Filter the entries for the string "strokeStyle". Copy each line that has it.

** RECORD EXCERPTS follows **

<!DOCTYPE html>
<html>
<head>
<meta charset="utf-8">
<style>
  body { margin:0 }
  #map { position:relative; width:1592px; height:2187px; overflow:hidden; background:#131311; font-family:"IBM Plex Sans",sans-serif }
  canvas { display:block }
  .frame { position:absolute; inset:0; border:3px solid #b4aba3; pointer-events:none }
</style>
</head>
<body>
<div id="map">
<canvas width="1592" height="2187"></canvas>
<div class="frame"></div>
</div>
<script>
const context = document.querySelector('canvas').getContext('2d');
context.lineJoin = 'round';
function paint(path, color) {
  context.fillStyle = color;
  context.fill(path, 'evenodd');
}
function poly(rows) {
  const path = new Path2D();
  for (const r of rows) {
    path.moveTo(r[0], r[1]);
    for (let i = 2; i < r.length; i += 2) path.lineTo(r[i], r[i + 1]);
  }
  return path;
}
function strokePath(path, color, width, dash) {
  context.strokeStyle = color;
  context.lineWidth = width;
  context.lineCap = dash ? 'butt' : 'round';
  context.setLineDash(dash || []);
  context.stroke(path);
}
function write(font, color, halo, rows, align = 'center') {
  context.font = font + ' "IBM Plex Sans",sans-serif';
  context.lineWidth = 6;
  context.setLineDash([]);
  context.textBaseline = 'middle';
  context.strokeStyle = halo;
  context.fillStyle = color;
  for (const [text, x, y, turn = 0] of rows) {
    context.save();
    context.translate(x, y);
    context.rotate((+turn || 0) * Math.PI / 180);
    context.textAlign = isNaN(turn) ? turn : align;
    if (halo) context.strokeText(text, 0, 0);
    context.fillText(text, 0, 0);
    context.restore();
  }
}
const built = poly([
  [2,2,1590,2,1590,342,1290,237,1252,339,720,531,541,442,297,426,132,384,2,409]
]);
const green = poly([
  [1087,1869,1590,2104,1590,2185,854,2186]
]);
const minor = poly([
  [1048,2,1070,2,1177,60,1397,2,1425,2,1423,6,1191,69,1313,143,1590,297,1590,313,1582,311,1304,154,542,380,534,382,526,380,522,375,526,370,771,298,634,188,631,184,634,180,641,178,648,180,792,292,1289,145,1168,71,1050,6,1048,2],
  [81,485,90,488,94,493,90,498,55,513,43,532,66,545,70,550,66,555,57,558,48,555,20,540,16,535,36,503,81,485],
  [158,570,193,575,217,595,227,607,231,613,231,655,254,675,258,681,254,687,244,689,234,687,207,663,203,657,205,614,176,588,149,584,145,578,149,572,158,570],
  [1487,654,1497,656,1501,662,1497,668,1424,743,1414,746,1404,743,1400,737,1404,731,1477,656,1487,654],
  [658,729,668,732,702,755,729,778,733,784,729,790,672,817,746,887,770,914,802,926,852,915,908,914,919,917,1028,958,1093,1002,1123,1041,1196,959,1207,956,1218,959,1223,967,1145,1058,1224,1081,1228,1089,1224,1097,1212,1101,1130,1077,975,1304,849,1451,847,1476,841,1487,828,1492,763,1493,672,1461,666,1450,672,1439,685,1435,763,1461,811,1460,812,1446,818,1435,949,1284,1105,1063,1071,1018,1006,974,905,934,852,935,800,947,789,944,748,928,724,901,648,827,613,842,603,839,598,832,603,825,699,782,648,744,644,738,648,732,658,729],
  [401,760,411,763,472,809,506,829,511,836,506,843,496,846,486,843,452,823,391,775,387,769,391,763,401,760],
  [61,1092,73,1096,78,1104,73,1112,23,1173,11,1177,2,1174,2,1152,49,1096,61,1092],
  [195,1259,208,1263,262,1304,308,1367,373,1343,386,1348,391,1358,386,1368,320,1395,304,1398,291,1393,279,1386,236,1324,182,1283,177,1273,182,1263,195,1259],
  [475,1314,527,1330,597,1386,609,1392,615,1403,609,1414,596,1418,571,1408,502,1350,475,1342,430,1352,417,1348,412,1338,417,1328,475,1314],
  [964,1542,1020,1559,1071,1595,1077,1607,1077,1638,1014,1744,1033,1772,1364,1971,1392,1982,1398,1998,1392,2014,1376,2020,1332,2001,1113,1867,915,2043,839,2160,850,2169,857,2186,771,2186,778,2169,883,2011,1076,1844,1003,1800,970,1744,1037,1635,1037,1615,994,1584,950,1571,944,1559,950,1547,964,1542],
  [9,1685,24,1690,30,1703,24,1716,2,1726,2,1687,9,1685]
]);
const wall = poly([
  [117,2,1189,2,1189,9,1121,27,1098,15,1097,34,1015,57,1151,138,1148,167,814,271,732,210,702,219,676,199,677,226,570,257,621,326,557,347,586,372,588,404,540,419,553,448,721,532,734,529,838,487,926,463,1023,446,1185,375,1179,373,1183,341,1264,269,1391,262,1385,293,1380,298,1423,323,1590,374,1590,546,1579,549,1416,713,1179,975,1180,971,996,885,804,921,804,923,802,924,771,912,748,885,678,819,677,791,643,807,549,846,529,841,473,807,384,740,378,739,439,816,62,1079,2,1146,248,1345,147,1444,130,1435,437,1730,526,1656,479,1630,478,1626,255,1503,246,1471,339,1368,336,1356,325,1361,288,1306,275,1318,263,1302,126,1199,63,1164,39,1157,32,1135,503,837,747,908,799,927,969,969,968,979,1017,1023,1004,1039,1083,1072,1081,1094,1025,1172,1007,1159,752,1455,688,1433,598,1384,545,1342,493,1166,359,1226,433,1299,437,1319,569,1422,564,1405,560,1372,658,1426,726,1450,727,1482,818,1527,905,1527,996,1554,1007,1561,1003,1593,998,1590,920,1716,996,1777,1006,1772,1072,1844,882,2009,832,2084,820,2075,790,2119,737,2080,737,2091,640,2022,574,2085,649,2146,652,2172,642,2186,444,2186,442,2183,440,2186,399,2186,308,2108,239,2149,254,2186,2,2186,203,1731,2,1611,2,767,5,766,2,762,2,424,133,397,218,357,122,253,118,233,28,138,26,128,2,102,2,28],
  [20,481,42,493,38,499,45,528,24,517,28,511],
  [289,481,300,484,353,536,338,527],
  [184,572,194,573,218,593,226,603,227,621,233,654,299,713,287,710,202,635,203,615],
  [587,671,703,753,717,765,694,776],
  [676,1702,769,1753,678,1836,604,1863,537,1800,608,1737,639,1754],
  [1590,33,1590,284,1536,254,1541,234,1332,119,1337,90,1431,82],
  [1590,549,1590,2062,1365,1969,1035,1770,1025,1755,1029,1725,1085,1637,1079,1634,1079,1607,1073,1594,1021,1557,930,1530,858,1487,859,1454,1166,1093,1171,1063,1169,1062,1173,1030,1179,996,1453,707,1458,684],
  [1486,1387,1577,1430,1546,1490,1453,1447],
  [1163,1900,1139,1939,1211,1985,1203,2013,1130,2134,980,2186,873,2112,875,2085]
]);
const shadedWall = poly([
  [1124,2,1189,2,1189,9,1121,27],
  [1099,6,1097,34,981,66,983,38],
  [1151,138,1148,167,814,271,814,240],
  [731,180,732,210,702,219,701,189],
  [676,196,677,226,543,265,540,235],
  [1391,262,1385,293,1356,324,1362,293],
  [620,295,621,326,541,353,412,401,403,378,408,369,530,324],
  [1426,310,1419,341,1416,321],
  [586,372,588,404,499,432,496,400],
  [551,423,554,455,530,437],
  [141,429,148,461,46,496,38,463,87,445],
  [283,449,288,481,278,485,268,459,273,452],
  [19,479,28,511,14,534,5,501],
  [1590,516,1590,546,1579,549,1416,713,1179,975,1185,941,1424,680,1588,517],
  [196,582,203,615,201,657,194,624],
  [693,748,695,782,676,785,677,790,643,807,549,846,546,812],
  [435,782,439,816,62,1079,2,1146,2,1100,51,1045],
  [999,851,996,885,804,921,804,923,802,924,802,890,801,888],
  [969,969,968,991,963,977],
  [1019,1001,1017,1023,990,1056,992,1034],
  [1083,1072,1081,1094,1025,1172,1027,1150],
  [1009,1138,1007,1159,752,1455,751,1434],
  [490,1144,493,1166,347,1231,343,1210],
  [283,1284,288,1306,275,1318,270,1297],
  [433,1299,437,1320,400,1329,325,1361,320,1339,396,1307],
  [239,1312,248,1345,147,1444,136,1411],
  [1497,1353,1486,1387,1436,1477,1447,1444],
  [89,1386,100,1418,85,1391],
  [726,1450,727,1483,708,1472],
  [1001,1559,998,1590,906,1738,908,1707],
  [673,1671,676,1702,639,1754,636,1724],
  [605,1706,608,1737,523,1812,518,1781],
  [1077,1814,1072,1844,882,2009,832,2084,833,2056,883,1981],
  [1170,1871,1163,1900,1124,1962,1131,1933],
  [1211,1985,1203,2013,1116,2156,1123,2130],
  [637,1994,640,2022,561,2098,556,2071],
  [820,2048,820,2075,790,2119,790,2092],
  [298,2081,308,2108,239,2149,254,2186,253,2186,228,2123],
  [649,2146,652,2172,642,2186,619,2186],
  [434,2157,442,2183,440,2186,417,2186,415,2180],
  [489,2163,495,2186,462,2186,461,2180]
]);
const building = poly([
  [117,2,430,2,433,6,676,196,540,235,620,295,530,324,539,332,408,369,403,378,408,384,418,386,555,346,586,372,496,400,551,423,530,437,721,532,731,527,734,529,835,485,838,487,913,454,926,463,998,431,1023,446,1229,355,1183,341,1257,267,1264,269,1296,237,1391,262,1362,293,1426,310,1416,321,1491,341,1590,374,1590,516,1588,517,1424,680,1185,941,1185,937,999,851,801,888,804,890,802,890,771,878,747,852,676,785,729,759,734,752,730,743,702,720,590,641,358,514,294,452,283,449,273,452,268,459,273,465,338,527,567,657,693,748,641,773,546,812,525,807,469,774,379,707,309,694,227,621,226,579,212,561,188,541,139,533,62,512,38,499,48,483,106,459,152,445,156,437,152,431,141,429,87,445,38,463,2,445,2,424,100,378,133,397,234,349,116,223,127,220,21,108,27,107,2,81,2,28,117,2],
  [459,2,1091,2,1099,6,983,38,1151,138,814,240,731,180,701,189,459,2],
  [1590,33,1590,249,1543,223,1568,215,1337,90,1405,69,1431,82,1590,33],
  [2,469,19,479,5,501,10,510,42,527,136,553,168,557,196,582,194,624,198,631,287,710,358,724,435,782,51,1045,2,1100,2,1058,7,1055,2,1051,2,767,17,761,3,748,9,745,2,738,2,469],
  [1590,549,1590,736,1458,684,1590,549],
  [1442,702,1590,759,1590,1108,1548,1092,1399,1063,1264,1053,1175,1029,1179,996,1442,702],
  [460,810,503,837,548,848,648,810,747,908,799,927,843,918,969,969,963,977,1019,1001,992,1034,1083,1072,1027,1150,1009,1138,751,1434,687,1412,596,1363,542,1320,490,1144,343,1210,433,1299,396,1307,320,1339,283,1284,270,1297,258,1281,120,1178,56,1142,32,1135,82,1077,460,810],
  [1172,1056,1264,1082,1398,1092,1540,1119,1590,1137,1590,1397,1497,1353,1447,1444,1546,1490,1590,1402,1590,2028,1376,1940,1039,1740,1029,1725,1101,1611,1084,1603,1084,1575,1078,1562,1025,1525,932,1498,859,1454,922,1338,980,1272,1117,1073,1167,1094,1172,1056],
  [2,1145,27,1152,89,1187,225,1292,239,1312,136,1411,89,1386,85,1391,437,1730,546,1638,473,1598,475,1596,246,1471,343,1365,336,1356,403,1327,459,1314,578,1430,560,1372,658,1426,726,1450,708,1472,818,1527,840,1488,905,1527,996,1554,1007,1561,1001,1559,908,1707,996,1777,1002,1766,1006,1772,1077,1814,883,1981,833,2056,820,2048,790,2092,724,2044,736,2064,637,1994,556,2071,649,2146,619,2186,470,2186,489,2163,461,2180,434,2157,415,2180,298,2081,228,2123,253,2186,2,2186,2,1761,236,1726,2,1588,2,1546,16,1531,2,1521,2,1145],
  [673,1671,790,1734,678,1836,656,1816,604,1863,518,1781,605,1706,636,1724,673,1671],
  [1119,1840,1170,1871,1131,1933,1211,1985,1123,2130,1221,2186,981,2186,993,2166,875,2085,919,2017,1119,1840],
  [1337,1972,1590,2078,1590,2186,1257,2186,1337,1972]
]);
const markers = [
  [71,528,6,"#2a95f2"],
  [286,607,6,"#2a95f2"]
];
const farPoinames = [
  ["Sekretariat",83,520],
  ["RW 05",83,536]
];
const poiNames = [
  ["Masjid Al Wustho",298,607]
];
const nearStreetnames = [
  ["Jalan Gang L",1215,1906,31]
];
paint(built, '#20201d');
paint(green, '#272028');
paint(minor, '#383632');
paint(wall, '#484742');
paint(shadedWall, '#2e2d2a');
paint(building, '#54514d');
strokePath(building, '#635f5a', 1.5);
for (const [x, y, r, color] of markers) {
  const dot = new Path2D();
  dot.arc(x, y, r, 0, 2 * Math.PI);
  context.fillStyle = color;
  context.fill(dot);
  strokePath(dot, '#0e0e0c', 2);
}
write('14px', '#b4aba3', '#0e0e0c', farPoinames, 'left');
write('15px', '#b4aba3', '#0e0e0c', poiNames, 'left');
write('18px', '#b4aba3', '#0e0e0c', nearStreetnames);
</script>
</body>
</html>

** End of RECORD EXCERPTS **

SOLUTION:
  context.strokeStyle = color;
  context.strokeStyle = halo;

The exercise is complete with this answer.